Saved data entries
=== Begin Enclosure ===

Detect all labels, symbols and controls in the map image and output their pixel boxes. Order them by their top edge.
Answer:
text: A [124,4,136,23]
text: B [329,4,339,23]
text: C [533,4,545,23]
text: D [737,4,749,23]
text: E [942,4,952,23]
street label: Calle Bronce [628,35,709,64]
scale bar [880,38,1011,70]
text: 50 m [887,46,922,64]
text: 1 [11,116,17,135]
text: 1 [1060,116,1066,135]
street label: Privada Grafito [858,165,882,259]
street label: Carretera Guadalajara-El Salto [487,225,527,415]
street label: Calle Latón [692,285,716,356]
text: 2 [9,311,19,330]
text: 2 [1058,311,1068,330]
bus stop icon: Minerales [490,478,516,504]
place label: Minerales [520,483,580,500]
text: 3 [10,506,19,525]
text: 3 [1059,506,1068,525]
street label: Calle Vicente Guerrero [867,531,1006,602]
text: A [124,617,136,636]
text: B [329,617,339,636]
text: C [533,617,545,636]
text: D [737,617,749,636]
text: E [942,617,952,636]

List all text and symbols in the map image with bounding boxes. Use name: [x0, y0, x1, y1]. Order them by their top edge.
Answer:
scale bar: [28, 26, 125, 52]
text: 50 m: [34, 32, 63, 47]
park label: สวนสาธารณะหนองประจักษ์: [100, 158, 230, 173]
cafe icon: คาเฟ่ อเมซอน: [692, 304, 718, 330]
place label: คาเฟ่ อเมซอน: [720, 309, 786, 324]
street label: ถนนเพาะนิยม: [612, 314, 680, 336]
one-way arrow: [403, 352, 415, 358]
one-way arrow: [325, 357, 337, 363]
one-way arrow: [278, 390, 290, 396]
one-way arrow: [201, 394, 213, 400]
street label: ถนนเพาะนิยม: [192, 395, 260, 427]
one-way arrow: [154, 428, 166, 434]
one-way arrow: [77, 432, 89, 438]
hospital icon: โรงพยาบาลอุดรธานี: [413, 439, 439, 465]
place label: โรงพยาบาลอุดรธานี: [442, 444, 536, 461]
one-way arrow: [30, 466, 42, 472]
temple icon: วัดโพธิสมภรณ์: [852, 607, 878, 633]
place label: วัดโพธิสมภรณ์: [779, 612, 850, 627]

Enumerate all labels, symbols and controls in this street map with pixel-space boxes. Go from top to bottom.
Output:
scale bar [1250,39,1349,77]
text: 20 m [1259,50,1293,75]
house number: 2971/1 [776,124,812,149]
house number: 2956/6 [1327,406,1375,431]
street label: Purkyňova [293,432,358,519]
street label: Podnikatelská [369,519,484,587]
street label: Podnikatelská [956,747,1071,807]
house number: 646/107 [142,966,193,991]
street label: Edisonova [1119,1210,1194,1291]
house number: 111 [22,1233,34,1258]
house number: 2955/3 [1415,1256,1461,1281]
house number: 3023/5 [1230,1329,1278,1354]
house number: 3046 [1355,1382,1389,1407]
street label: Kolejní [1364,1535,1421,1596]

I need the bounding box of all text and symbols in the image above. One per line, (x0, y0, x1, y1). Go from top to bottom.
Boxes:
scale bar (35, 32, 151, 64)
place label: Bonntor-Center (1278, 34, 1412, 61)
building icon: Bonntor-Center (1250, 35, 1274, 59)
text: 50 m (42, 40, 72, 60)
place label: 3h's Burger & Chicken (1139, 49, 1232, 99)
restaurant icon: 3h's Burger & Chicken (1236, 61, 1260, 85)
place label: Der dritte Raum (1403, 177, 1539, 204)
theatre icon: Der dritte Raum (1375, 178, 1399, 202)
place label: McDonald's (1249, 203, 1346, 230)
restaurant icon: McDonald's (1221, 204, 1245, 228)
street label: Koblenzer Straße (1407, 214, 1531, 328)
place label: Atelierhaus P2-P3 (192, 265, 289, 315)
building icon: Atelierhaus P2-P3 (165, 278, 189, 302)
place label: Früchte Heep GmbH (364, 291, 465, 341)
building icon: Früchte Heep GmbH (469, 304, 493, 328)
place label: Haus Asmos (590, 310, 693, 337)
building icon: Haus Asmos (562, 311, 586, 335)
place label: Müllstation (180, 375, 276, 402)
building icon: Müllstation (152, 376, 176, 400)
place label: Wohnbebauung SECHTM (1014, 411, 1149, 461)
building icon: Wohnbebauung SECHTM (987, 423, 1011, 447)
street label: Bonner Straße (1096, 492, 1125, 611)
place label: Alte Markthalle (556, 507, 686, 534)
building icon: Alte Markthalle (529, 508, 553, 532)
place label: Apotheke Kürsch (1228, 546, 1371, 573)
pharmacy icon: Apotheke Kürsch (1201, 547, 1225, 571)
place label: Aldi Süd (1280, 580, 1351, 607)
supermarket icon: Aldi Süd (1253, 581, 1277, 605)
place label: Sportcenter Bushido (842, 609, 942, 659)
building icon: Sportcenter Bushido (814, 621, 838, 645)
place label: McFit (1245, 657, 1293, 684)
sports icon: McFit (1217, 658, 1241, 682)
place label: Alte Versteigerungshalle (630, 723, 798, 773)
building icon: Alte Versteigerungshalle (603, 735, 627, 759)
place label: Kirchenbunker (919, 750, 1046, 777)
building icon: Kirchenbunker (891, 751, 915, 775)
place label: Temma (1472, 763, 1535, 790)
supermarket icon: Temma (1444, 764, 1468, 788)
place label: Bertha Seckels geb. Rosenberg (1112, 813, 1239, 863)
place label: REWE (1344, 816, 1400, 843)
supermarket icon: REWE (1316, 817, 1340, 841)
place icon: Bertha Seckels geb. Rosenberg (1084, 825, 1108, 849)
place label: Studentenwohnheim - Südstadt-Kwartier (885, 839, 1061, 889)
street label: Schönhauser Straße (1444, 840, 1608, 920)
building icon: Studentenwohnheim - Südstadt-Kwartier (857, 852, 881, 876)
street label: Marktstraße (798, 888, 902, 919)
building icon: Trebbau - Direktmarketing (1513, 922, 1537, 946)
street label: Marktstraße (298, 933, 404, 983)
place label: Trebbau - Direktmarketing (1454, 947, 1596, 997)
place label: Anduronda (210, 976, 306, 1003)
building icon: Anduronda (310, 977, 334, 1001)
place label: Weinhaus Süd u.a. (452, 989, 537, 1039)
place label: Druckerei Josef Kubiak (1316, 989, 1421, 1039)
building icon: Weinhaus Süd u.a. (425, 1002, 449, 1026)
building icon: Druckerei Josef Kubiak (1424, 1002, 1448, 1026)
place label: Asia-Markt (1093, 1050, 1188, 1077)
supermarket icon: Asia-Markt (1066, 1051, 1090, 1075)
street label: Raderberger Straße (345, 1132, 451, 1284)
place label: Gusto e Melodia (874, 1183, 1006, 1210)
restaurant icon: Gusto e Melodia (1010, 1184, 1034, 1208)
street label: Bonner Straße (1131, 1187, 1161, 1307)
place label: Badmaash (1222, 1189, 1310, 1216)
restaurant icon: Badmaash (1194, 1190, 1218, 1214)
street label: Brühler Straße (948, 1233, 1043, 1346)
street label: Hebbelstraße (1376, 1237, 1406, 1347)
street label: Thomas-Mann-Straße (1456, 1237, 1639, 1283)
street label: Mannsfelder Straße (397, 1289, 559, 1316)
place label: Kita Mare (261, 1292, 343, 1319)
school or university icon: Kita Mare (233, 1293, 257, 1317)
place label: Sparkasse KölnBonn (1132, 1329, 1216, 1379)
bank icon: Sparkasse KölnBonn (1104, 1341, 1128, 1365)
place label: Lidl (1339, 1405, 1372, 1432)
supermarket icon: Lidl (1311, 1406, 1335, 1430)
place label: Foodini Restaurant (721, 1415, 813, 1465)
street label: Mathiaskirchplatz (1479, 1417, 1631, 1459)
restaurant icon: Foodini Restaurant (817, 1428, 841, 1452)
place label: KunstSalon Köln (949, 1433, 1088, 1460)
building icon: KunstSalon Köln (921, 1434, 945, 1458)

=== End Enclosure ===

Your answer should be the lines of the records that hold the string "with".

■ Task result ■
List all text and symbols in the map image with bounding boxes. Use name: [x0, y0, x1, y1]. Order them by their top edge.
Enumerate all labels, symbols and controls in this street map with pixel-space boxes. Go from top to bottom.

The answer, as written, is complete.